Q7: The study addresses only digit-frequency bias, overlooking other possible sources such as digit co-occurrence biases and operation biases.

We thank the reviewer for raising this insightful point. However, our work aims to take an important first step in understanding the relationship between data bias and model behavior, focusing on a particularly fundamental and measurable case: digit-frequency bias. Indeed, various forms of numerical bias—such as digit co-occurrence patterns or operation-specific tendencies—are potentially interesting and worth further investigation.

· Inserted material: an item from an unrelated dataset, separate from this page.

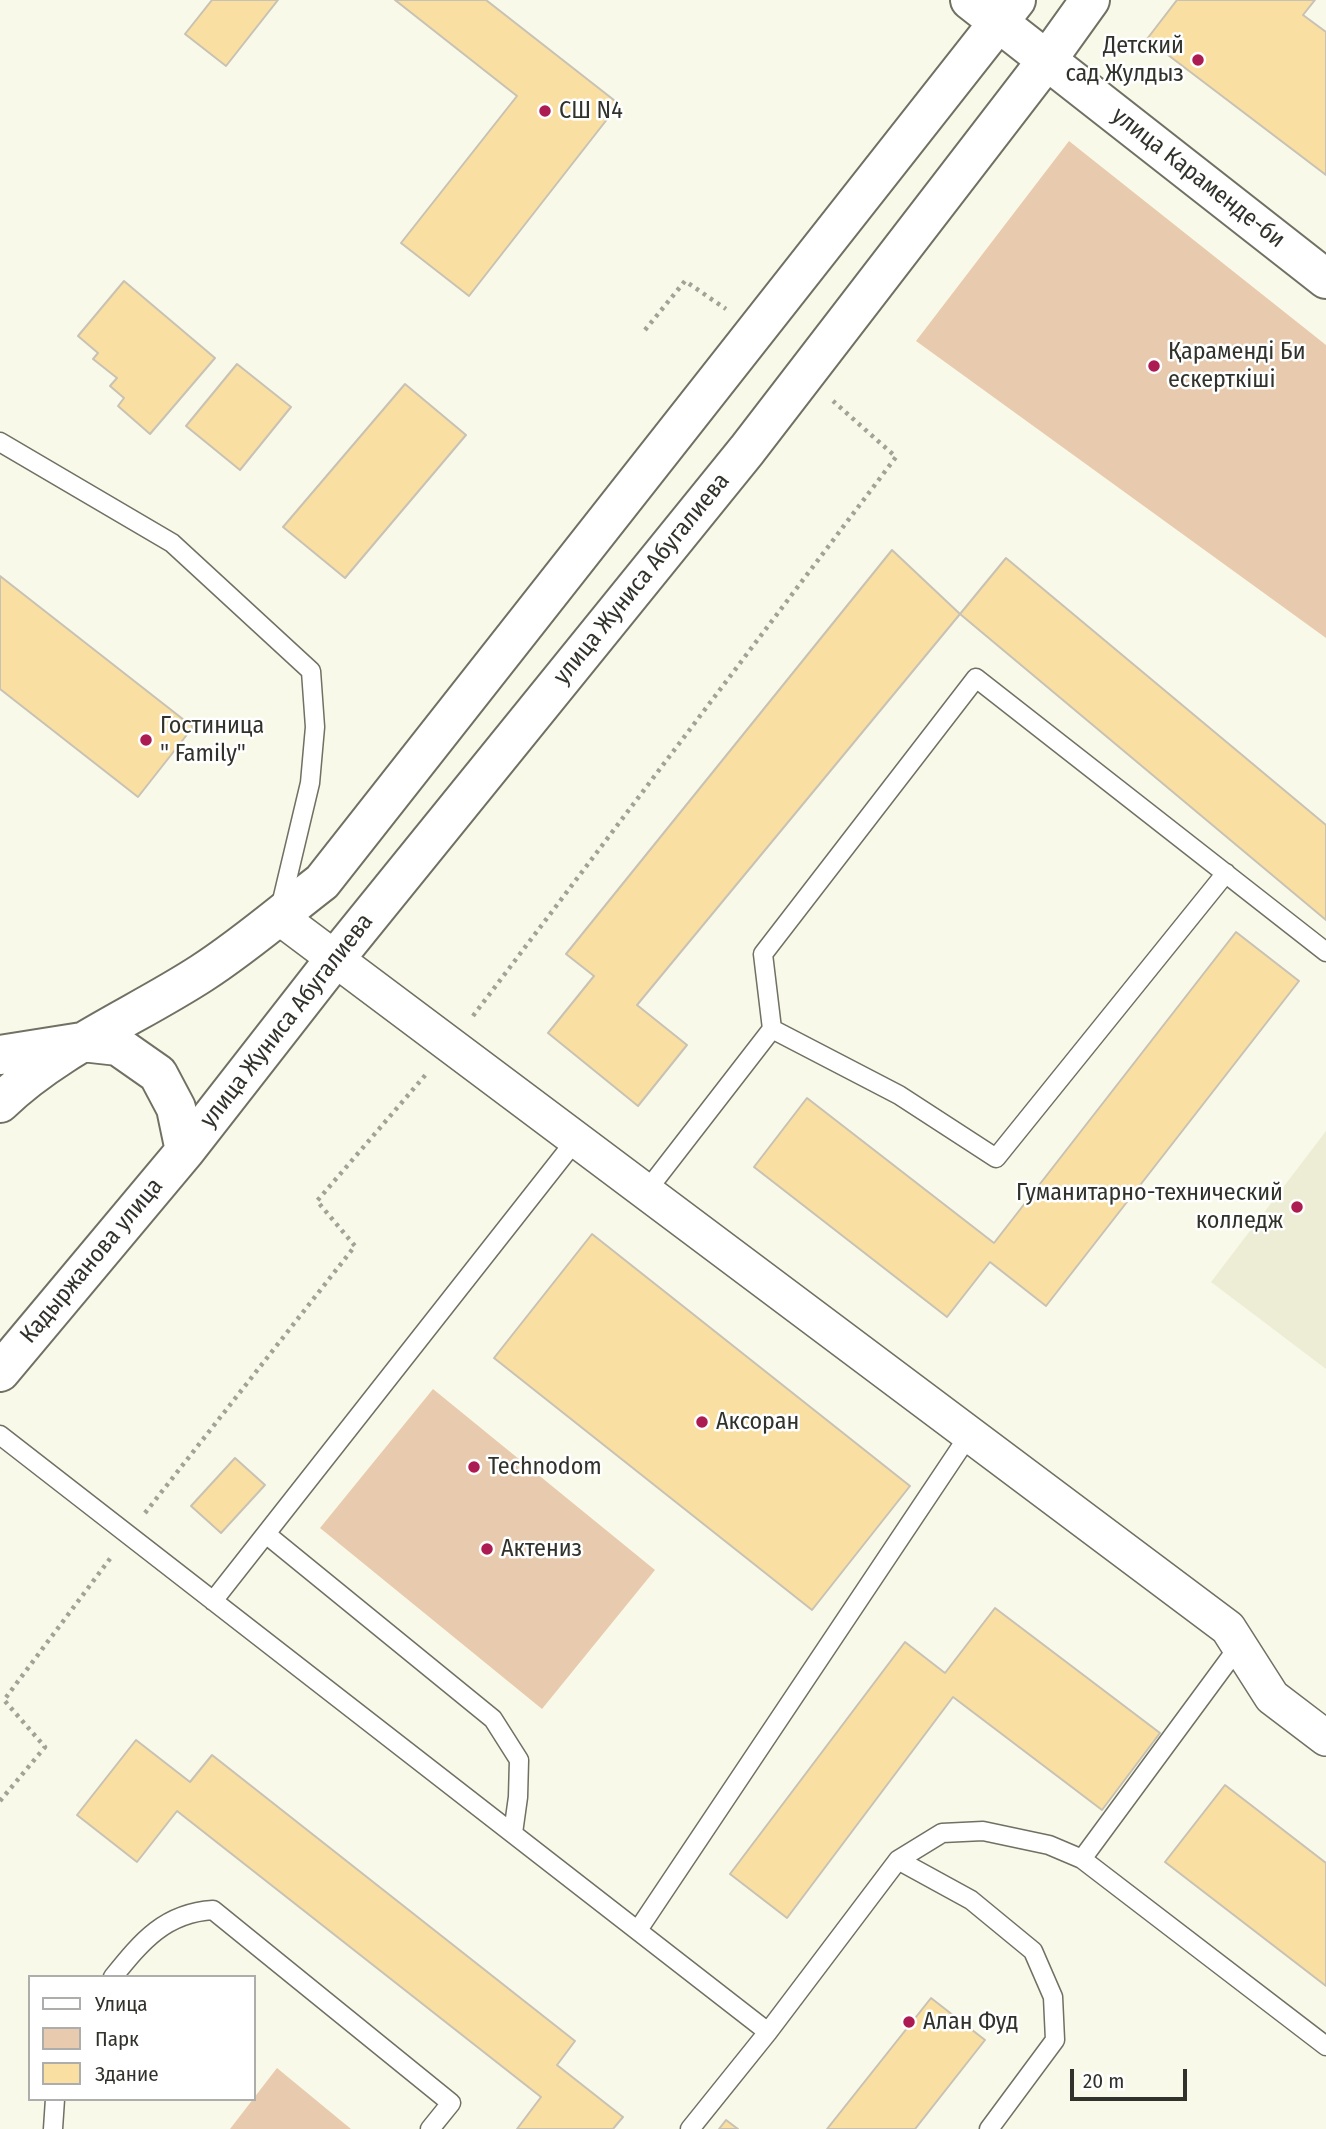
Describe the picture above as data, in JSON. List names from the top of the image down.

We hope our study provides a foundation for broader inquiries into how pretrained models internalize and manifest different types of bias.

2025-08-02

Thank you for the detailed rebuttal.

最终决定Accept (poster)

2025-09-17

This paper shows that LLMs exhibit systematic digit bias following Benford's Law patterns from pretraining, in particular demonstrating causal relationship between training data statistics and numerical hallucinations through logit-lens analysis and neuron-level interventions. The work provides technical rigor in connecting corpus statistics to model failures. The authors are encouraged to address generalizability issues as well as the intervention scope in the camera-ready version.